FilterStat dataclass

Statistics for filtering files based on residue count in a specific chain.

Parameters:

Name Type Description Default
input_file Path

The path to the input file.

required
residue_count int

The number of residues.

required
passed bool

Whether the file passed the filtering criteria.

required
output_file Path | None

The path to the output file, if passed.

required

filter_files_on_chain(input_dir, id2chains, output_dir, scheduler_address=None, out_chain='A')

Filter mmcif/PDB files by chain.

Parameters:

Name Type Description Default
input_dir Path

The directory containing the input mmcif/PDB files.

required
id2chains dict[str, str]

Which chain to keep for each PDB ID. Key is the PDB ID, value is the chain ID.

required
output_dir Path

The directory where the filtered files will be written.

required
scheduler_address str | Cluster | None

The address of the Dask scheduler.

None
out_chain str

Under what name to write the kept chain.

'A'

Returns:

Type Description
list[tuple[str, str, Path | None]]

A list of tuples containing the PDB ID, chain ID, and path to the filtered file.

list[tuple[str, str, Path | None]]

Last tuple item is None if something went wrong like chain not present.

filter_files_on_residues(input_files, output_dir, min_residues, max_residues, chain='A')

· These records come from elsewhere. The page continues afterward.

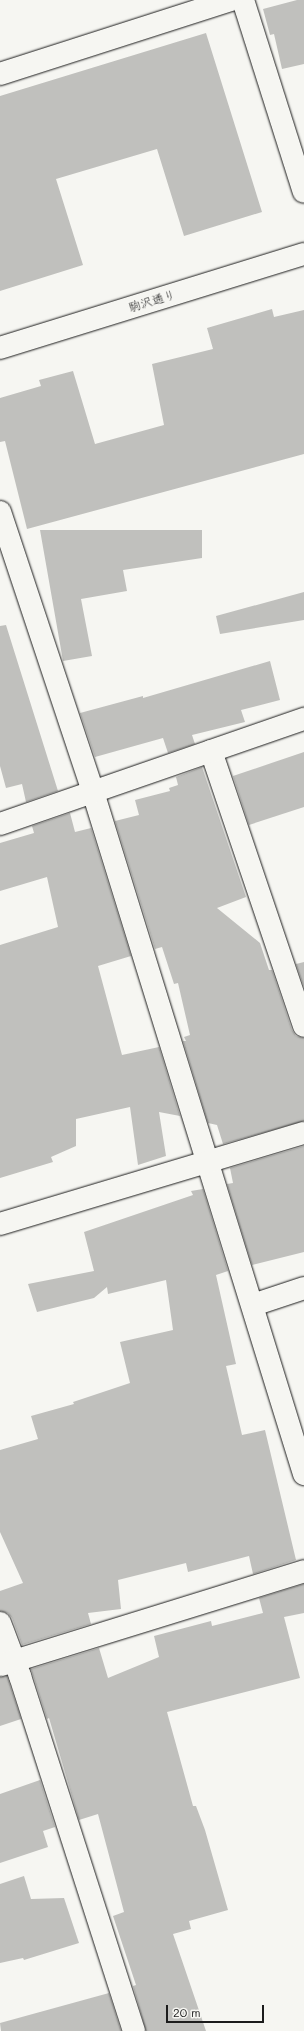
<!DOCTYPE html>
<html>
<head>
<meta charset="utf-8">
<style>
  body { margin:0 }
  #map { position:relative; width:304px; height:2031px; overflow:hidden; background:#f6f6f2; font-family:Mali,"Klee One",sans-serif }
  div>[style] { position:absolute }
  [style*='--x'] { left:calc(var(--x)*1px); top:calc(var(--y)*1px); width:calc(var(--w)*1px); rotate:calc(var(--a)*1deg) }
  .building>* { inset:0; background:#c0c0bd }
  .roads { filter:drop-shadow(0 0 1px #1c1c1c) drop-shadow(0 0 1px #1c1c1c) }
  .minor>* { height:22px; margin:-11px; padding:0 11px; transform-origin:11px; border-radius:11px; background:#f6f6f2 }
  .major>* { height:22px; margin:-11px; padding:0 11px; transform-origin:11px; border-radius:11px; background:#f6f6f2 }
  span { translate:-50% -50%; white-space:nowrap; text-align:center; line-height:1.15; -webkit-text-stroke:4px #f6f6f2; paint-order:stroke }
  .street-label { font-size:12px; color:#1c1c1c }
  .scale { position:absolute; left:166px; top:2005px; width:98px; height:18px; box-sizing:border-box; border:2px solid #1c1c1c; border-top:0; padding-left:5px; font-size:12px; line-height:14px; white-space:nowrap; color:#1c1c1c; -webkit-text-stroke:3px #f6f6f2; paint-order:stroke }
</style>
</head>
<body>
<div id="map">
  <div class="building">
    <i style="clip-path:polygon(297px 0,304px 0,304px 64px,282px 69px,274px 34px,270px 35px,263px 9px)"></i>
    <i style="clip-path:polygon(206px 33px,262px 212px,184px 236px,157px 149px,56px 179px,83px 265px,0 291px,0 96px)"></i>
    <i style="clip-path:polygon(272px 309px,274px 317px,304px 310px,304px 454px,27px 529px,5px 441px,0 442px,0 398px,41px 386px,39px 380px,73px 371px,95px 444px,164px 425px,152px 364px,213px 349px,207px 328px)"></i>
    <i style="clip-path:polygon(40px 530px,202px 530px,202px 558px,123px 570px,127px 591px,81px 599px,92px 656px,63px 661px)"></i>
    <i style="clip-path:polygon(304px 592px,304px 620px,220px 634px,216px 616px)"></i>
    <i style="clip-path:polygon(6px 625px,58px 791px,26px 802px,22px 784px,6px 788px,0 766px,0 626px)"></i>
    <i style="clip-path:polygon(270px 661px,280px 700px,241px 710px,245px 722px,192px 735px,195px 744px,168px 753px,163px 738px,95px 757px,80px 713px,143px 696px,143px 698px)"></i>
    <i style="clip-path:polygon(304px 752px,304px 807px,249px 825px,233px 776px)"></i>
    <i style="clip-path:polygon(202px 767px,246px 897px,217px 908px,260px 943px,269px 970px,272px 970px,292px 1030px,296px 1036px,304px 1038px,304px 1121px,223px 1144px,217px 1125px,208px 1123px,183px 1041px,186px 1041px,184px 1037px,190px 1035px,178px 983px,174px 984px,162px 947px,155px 949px,115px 821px,139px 815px,135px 800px,170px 791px,169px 788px,178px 785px,176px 777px)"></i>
    <i style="clip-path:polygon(70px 813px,75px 832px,91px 828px,131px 956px,98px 966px,122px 1055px,159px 1047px,180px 1116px,159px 1112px,166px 1156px,138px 1165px,130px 1107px,76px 1119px,76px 1146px,51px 1157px,53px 1162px,0 1178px,0 945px,58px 927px,47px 877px,0 891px,0 843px,34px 833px,32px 826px)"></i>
    <i style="clip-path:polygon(304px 962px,304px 987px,296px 964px)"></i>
    <i style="clip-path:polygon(304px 1146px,304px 1252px,252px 1265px,227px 1184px,233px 1183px,230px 1168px)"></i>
    <i style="clip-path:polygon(203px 1189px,228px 1271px,216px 1275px,236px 1364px,226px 1366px,242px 1435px,265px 1430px,296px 1560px,253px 1574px,249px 1556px,188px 1572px,186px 1563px,118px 1580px,121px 1609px,88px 1613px,91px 1624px,22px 1645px,12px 1618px,8px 1613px,0 1611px,0 1591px,23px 1583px,0 1532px,0 1450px,38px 1439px,31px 1416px,74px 1404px,73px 1402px,130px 1383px,120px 1342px,173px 1330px,166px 1280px,108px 1294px,107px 1287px,94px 1298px,37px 1312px,28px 1284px,94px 1271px,84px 1232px,193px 1195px,191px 1191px)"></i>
    <i style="clip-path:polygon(304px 1584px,304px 1613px,284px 1617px,300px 1678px,167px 1712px,193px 1806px,196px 1806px,205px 1830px,228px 1910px,189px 1921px,191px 1929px,173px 1934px,206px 2031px,146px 2031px,133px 1986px,136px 1985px,113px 1916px,124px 1912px,98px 1814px,79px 1820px,49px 1718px,47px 1719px,31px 1669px,99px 1648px,108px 1678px,159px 1657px,154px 1636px,211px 1621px,212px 1626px,263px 1613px,259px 1598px)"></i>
    <i style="clip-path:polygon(7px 1676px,21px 1719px,0 1726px,0 1677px)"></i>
    <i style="clip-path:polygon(40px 1780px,55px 1827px,43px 1831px,48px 1847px,0 1863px,0 1794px)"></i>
    <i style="clip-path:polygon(24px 1876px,31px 1899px,64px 1898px,79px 1943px,24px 1960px,23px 1958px,0 1963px,0 1884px)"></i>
    <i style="clip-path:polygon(109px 1993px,121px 2031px,1px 2031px,0 2023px)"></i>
  </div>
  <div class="roads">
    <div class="minor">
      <i style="--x:243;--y:0;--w:201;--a:72.4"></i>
      <i style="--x:0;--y:74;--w:242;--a:-17.8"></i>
      <i style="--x:0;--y:512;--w:295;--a:71.6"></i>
      <i style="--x:93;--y:792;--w:714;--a:72.81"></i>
      <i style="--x:211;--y:751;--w:290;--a:71.3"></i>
      <i style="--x:0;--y:824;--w:322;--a:-19.1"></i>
      <i style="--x:0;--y:1224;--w:317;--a:-16.7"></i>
      <i style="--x:253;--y:1305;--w:54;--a:-18.4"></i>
      <i style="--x:0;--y:1623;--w:57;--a:69.3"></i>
      <i style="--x:20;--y:1676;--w:373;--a:72.2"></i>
      <i style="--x:1;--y:1665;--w:317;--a:-17.2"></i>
    </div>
    <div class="major">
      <i style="--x:0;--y:348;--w:318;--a:-17.2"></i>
    </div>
  </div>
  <div class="street-label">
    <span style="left:152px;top:301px;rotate:-17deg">駒沢通り</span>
  </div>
  <div class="scale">20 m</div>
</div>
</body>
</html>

Filter PDB/mmCIF files by number of residues in given chain.

Parameters:

Name Type Description Default
input_files list[Path]

The list of input PDB/mmCIF files.

required
output_dir Path

The directory where the filtered files will be written.

required
min_residues int

The minimum number of residues in chain.

required
max_residues int

The maximum number of residues in chain.

required
chain str

The chain to count residues of.

'A'

Yields:

Type Description
Generator[FilterStat]

FilterStat objects containing information about the filtering process for each input file.